Published June 26, 2023

TO celebrate the infinitesimal improvement in Pakistan’s ranking on the global gender gap index would be premature, and indicate a lack of self-awareness. We fare so badly on many of the sub-indexes which together contribute towards the final score that the road ahead seems interminable. In the World Economic Forum’s Global Gender Gap Report 2023, Pakistan’s ranking has improved from 145 to 142 out of 146 countries. This is on account of the country having gained 5.1 percentage points in the economic participation and opportunities sub-index — which still translates into one of the lowest levels of parity. In the overall ranking, Pakistan is ahead of only Algeria, Chad, Iran and Afghanistan. However, it is moving at least in the right direction in the aforementioned sub-index, particularly where progress in the share of women technical workers and the achievement of parity in wage equality for similar work is concerned. Pakistan’s widest gender gap is on political empowerment (15.2pc). The number of women in decision-making posts in political parties or in government is miniscule. Most parties pay lip service to female representation at the time of elections: not only do they barely meet the mandatory requirement of 5pc quota for female candidates, they also tend to nominate them on hard-to-win seats. Meanwhile, reserved seats, while they do give women a voice in parliament, are largely seen as a political favour bestowed on the female relatives of male parliamentarians. That keeps political empowerment restricted to a small, elite clique which, in terms of the country as a whole, does not translate into empowerment at all.

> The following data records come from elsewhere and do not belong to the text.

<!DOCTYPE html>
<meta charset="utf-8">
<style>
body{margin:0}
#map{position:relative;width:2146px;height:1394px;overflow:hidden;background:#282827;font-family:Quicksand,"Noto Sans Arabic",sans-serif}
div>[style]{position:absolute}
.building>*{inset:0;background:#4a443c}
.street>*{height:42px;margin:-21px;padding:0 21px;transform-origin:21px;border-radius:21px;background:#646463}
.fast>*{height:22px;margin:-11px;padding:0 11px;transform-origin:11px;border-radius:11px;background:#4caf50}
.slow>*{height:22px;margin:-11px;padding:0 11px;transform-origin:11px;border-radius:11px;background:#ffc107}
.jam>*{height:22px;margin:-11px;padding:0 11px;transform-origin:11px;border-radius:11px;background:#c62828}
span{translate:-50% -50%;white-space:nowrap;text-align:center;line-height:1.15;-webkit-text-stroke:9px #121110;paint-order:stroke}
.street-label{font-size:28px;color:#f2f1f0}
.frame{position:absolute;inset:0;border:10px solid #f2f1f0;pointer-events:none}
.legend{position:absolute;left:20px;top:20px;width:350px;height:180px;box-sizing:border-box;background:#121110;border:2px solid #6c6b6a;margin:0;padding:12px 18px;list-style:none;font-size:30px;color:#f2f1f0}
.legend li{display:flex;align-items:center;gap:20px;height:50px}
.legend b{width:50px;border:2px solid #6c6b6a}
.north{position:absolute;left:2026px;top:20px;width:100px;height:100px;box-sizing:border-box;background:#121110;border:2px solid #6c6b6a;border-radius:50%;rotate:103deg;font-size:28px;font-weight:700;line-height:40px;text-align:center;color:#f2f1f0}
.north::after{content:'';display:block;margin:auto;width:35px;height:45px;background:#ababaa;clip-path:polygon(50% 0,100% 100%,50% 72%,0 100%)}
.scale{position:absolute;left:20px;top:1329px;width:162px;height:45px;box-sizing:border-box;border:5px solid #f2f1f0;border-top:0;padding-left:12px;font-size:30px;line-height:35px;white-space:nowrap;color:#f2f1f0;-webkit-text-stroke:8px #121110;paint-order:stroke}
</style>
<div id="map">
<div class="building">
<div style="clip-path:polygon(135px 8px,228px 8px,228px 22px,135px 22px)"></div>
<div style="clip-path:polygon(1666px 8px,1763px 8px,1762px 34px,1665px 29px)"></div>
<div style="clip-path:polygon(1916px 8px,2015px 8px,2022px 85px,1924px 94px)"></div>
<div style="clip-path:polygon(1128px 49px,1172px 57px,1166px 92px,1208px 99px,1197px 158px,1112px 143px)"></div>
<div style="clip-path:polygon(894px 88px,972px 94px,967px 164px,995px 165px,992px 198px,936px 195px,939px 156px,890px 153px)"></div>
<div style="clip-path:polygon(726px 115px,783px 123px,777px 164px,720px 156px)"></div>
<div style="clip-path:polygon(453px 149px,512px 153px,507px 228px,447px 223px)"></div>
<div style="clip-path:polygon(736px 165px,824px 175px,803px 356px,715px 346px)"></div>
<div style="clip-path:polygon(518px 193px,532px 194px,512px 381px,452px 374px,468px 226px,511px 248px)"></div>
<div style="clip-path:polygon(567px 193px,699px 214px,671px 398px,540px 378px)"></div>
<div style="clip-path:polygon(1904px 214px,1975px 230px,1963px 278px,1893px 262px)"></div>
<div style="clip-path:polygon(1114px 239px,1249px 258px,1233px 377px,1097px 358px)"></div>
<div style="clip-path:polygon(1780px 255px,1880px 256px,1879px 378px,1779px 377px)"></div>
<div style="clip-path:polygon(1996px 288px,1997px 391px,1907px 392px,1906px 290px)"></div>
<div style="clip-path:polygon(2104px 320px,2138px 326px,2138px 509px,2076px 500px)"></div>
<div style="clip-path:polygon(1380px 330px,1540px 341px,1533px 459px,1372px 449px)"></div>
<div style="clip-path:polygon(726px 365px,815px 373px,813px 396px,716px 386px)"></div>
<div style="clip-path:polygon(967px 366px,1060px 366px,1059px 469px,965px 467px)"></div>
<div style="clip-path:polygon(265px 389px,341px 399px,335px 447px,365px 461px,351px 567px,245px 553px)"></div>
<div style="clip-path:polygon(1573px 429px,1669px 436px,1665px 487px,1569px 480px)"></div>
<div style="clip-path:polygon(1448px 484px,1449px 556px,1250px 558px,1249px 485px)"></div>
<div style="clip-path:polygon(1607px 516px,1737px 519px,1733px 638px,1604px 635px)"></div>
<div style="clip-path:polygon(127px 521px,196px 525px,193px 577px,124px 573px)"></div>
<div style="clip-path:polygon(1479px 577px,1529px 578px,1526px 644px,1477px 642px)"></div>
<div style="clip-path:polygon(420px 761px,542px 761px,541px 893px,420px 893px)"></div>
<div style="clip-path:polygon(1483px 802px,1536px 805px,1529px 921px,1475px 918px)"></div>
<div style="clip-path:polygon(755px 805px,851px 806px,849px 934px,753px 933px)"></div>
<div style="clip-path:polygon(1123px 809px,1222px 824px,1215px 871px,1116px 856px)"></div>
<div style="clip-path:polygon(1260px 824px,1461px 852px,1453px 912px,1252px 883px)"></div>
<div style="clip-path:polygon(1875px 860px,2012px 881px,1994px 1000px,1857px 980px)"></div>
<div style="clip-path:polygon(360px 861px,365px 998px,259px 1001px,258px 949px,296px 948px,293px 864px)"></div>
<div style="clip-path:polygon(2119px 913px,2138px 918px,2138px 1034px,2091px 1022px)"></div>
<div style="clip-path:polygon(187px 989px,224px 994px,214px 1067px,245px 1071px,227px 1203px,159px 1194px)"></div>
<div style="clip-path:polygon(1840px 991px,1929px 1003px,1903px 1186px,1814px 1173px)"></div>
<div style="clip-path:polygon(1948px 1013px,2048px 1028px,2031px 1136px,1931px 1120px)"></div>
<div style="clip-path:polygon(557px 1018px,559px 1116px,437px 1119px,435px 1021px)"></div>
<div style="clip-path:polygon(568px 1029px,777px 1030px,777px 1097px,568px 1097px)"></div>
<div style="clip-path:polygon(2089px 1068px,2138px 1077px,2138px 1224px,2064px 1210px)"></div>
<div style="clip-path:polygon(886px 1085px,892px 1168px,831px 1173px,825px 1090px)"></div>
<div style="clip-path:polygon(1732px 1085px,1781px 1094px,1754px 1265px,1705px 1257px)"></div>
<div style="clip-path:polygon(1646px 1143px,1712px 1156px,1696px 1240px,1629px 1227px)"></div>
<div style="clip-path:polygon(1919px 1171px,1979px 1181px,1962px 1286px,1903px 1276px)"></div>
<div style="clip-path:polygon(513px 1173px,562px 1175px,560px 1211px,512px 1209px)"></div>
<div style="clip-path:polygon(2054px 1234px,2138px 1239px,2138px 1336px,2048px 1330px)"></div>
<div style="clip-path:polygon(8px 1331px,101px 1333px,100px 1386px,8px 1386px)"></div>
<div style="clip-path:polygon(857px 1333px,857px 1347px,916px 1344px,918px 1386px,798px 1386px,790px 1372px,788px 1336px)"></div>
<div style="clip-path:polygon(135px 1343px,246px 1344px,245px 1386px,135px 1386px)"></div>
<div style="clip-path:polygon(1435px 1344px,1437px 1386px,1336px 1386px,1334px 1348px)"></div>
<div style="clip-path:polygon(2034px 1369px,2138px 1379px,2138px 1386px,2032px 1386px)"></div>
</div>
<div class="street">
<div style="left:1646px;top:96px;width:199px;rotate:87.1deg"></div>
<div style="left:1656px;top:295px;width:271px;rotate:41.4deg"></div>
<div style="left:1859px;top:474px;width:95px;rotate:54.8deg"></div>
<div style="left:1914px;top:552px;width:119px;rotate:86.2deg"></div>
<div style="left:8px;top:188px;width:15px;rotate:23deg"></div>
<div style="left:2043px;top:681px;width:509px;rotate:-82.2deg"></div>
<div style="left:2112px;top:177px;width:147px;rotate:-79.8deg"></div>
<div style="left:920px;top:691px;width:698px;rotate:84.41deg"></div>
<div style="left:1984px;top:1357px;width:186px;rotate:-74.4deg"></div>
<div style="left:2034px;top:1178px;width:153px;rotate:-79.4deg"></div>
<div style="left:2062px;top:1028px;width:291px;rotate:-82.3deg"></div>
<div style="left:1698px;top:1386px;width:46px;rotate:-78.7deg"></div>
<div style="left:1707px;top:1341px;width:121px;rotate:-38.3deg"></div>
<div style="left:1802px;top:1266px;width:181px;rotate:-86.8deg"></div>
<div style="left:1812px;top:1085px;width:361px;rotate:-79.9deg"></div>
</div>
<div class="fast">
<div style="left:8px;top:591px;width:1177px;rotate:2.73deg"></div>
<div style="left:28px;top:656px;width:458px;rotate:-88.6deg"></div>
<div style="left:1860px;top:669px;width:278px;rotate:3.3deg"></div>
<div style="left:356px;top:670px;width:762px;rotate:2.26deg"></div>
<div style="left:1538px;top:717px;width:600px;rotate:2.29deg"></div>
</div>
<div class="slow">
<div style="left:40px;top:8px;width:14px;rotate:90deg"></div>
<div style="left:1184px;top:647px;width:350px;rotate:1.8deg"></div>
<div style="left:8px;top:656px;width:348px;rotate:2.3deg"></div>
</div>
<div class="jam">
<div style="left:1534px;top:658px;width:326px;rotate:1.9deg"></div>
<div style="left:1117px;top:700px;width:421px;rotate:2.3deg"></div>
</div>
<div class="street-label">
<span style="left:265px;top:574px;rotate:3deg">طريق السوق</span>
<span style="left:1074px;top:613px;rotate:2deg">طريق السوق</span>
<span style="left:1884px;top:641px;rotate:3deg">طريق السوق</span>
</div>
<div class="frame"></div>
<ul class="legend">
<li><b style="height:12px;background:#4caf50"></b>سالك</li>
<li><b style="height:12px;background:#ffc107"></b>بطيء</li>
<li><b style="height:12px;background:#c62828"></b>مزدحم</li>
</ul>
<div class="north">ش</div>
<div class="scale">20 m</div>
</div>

For transformative advancement in gender equality, a basic prerequisite is an environment where women are safe from violence and have agency in taking important life decisions. However, another recent report by a research and advocacy firm gives insight into the state of affairs in this respect. It documents 771 cases of violence against women in only the first four months of this year in Sindh alone. These include 529 abductions and 171 cases of domestic violence. These figures are but the tip of the iceberg: many such crimes tend to be underreported because of the social pressure to maintain a ‘respectable’ façade. Also, while laws on domestic violence, not to mention sexual harassment, are on the statute books, a patriarchal outlook hampers their effective implementation.